FOCUSING TEACHER EDUCATION ON IDENTIFIED COMPETENCIES
Teacher licensure tests have the potential to influence teacher preparation institutions in several ways. Some assert—and the committee agrees—that initial licensure tests can have positive effects on teacher education if the tests support states’ teaching and learning standards and if performance on them relates to teachers’ performance in the classroom (Melnick and Pullin, 2000). Initial licensure tests signal to teacher education programs the content and pedagogical knowledge considered prerequisite to minimally competent beginning teaching.

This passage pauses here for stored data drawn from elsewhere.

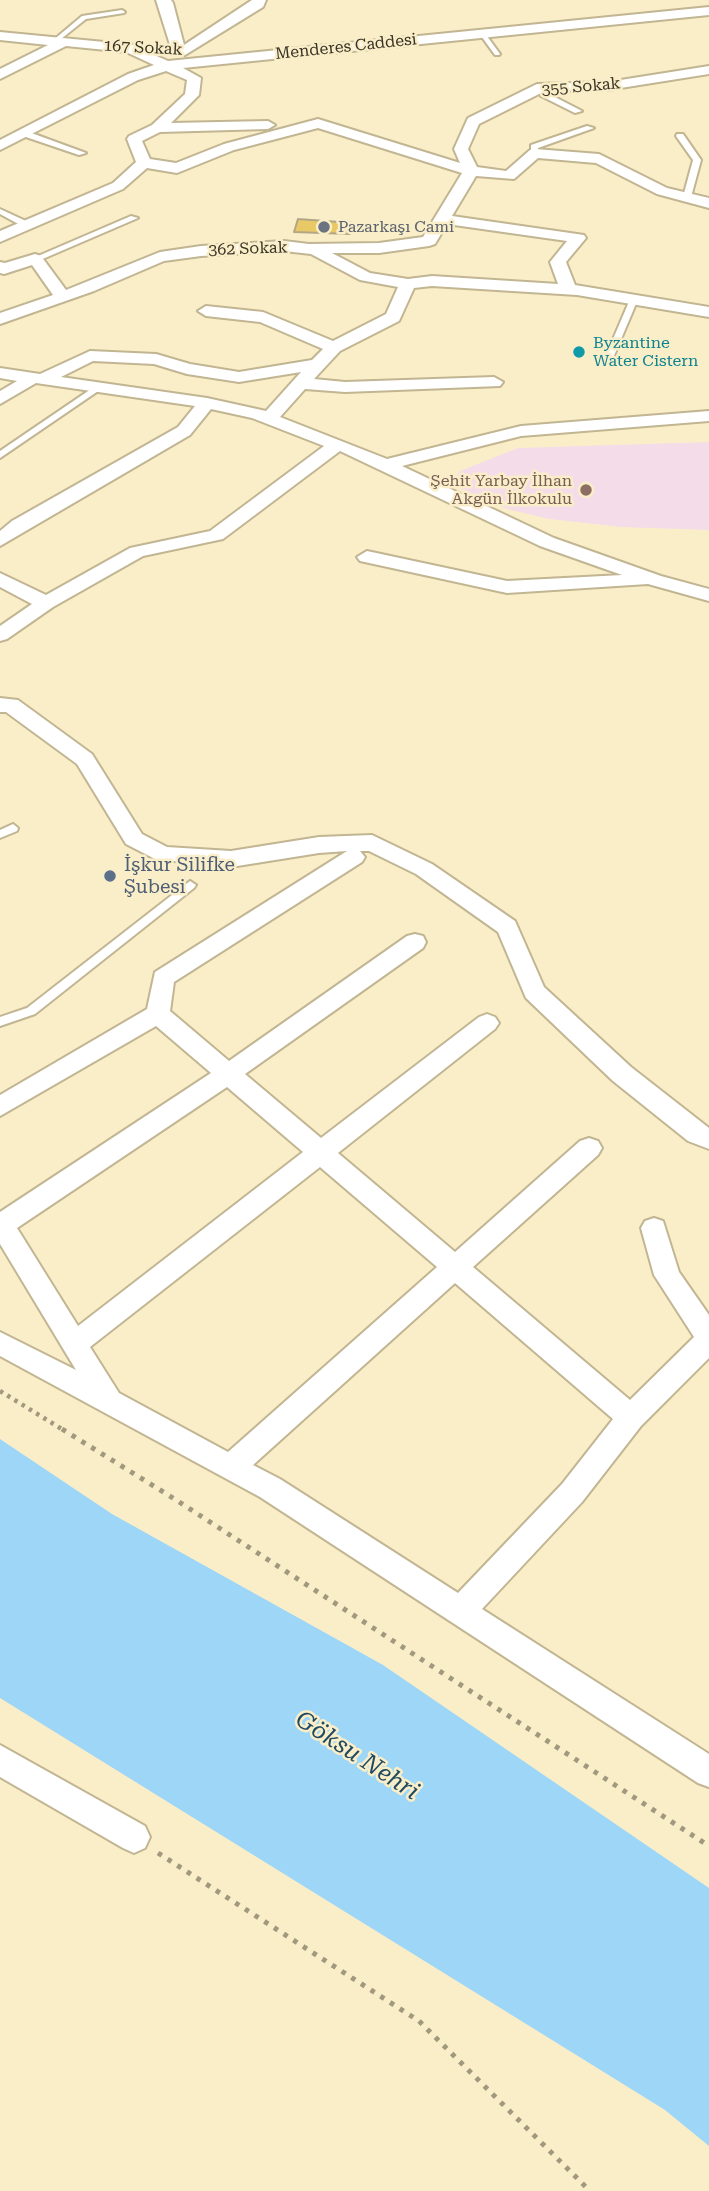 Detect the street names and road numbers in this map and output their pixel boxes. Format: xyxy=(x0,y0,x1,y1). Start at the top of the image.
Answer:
street label: Menderes Caddesi xyxy=(274,30,418,64)
street label: 167 Sokak xyxy=(103,36,183,60)
street label: 355 Sokak xyxy=(541,74,621,100)
street label: 362 Sokak xyxy=(208,238,288,260)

They can draw attention to the advances in research and professional knowledge recognized by the test. The committee has tried to examine these issues.
As noted in Chapter 6, as yet there is little information on the relationship between results on initial licensure tests and other indicators of candidates’ competence. However, there is some evidence on the relationship between the content of licensure tests and states’ teaching standards. The test adoption process followed by states using Educational Testing Service (ETS) tests and the test construction procedures used by National Evaluation Systems (NES) suggest that licensure tests have some correspondence to states’ standards. The test adoption process undertaken by states administering ETS tests calls for comparisons of states’ needs and tested content. States administering ETS tests are asked to make a judgment that the tests they select correspond to their teaching and learning goals. In states that contract with NES for test development, tests are developed according to the states’ specifications. Alignment between initial licensure tests and state teaching and learning standards is an important prerequisite to coherent developmental systems for teacher preparation, assessment, and support.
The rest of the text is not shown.